- Opening Delimiter -
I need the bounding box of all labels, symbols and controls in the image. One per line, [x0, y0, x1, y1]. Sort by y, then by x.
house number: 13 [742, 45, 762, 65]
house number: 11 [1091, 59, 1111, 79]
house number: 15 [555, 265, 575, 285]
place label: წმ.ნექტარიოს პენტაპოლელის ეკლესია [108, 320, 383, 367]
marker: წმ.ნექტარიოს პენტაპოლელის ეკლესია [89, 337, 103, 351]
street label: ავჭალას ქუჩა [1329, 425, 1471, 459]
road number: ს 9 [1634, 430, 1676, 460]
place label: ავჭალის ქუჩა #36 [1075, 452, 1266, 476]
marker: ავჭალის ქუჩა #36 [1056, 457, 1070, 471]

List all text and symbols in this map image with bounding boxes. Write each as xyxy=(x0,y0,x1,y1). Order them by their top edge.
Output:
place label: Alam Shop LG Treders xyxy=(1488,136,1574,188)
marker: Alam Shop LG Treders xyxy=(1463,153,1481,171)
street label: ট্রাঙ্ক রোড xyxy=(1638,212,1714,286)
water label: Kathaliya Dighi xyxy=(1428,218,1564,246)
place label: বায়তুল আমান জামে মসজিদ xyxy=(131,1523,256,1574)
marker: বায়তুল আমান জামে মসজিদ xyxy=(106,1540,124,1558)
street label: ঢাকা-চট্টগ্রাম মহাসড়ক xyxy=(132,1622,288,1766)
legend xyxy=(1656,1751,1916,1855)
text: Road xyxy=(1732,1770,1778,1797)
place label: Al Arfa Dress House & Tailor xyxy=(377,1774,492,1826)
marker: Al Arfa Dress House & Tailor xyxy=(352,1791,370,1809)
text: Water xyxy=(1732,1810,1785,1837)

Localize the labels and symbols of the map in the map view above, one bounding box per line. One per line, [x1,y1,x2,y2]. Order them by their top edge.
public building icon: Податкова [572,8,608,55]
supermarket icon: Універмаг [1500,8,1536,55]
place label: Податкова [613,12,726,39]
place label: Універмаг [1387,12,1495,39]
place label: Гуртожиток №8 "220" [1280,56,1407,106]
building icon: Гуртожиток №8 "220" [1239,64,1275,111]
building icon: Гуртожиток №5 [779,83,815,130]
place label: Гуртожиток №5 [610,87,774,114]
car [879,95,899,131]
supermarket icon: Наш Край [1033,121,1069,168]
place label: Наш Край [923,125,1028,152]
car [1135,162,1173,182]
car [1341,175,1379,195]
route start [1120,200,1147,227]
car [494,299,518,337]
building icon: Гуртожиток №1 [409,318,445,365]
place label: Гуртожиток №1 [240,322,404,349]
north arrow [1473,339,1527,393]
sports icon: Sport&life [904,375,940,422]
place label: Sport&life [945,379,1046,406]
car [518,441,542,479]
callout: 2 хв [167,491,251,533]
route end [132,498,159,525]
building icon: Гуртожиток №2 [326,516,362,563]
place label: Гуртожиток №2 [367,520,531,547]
- Closing Delimiter -
Write the material above out once more, exactly as it stands.

Written response:
I need the bounding box of all labels, symbols and controls in the image. One per line, [x0, y0, x1, y1]. Sort by y, then by x.
house number: 13 [742, 45, 762, 65]
house number: 11 [1091, 59, 1111, 79]
house number: 15 [555, 265, 575, 285]
place label: წმ.ნექტარიოს პენტაპოლელის ეკლესია [108, 320, 383, 367]
marker: წმ.ნექტარიოს პენტაპოლელის ეკლესია [89, 337, 103, 351]
street label: ავჭალას ქუჩა [1329, 425, 1471, 459]
road number: ს 9 [1634, 430, 1676, 460]
place label: ავჭალის ქუჩა #36 [1075, 452, 1266, 476]
marker: ავჭალის ქუჩა #36 [1056, 457, 1070, 471]

List all text and symbols in this map image with bounding boxes. Write each as xyxy=(x0,y0,x1,y1). Order them by their top edge.
Output:
place label: Alam Shop LG Treders xyxy=(1488,136,1574,188)
marker: Alam Shop LG Treders xyxy=(1463,153,1481,171)
street label: ট্রাঙ্ক রোড xyxy=(1638,212,1714,286)
water label: Kathaliya Dighi xyxy=(1428,218,1564,246)
place label: বায়তুল আমান জামে মসজিদ xyxy=(131,1523,256,1574)
marker: বায়তুল আমান জামে মসজিদ xyxy=(106,1540,124,1558)
street label: ঢাকা-চট্টগ্রাম মহাসড়ক xyxy=(132,1622,288,1766)
legend xyxy=(1656,1751,1916,1855)
text: Road xyxy=(1732,1770,1778,1797)
place label: Al Arfa Dress House & Tailor xyxy=(377,1774,492,1826)
marker: Al Arfa Dress House & Tailor xyxy=(352,1791,370,1809)
text: Water xyxy=(1732,1810,1785,1837)

Localize the labels and symbols of the map in the map view above, one bounding box per line. One per line, [x1,y1,x2,y2]. Order them by their top edge.
public building icon: Податкова [572,8,608,55]
supermarket icon: Універмаг [1500,8,1536,55]
place label: Податкова [613,12,726,39]
place label: Універмаг [1387,12,1495,39]
place label: Гуртожиток №8 "220" [1280,56,1407,106]
building icon: Гуртожиток №8 "220" [1239,64,1275,111]
building icon: Гуртожиток №5 [779,83,815,130]
place label: Гуртожиток №5 [610,87,774,114]
car [879,95,899,131]
supermarket icon: Наш Край [1033,121,1069,168]
place label: Наш Край [923,125,1028,152]
car [1135,162,1173,182]
car [1341,175,1379,195]
route start [1120,200,1147,227]
car [494,299,518,337]
building icon: Гуртожиток №1 [409,318,445,365]
place label: Гуртожиток №1 [240,322,404,349]
north arrow [1473,339,1527,393]
sports icon: Sport&life [904,375,940,422]
place label: Sport&life [945,379,1046,406]
car [518,441,542,479]
callout: 2 хв [167,491,251,533]
route end [132,498,159,525]
building icon: Гуртожиток №2 [326,516,362,563]
place label: Гуртожиток №2 [367,520,531,547]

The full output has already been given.